This post comes from my experience as a non-professional, self-trained amateur/novice genealogist. I hope other "beginners" can benefit from these comments.
One of the main problems I mentioned in an earlier blog post and am now finding (as I get way up my family tree to the ninth great-grandparent level) is determining which of the same-named people is my relative and whether that person is in the correct family tree spot if there is more than one similar name. Here is a good example to illustrate the problems with common, frequent use of the same name in generations "back then."

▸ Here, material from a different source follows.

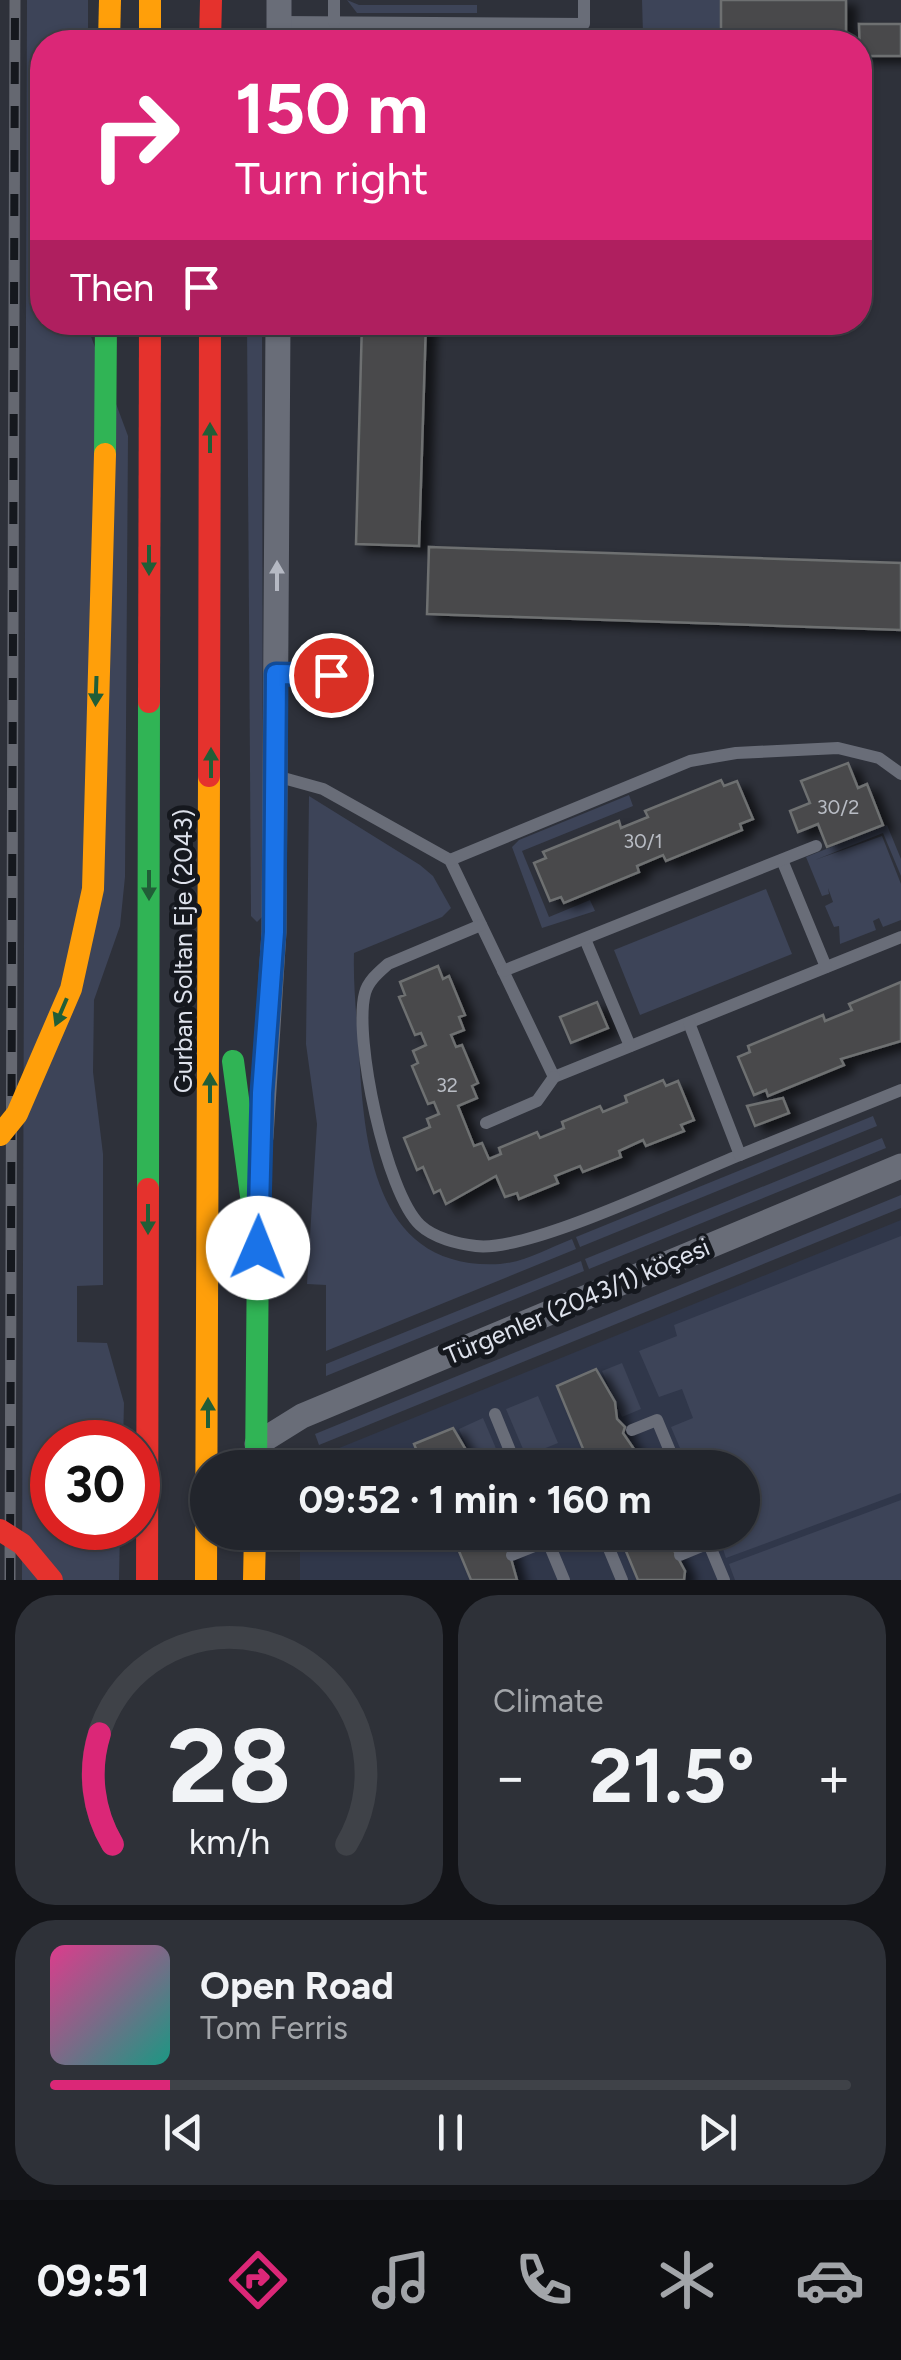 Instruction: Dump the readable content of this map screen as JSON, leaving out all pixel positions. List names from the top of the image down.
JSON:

I am looking to validate my 9th great-grandfather, JOSHUA RAYMOND, and found this in a document called "North America, Family Histories, 1500-2000." You will first see this:
- Joshua Raymond, who <married> 31 Aug. 1719, Elizabeth Christophers, daughter of John Christopher and Elizabeth Mulford, was a son of Joshua Raymond and Mercy Sands of Block Island, who were <married> 29 April, 1682 was grandson of Joshua Raymond and Elizabeth Smith of New London, who were <married> 10 Dec., 1659, and settled at New London, where he <died> 24 April 1676.
In my case, one or all of these Joshua Raymonds are most likely related, but I cannot be sure where to put them in my genealogy based solely on this information; besides, the language in this paragraph and those before and after is very confusing, something that is common in very old documents. I will have to keep looking for validating clues...dates, names, places, some kind of 'newspaper' reports (though keep in mind the time period is mid- to late-1600's and early 1700's, when Massachusetts was known as Massachusetts Bay in British America), and other documentation.
I must continue to challenge myself to be skeptical of similar names without removing much of the uncertainty; adding the wrong person can make the complex search algorithms used by the genealogical database owners take me down a rabbit hole that will only distract me from the already-complex enough journey up my own tree.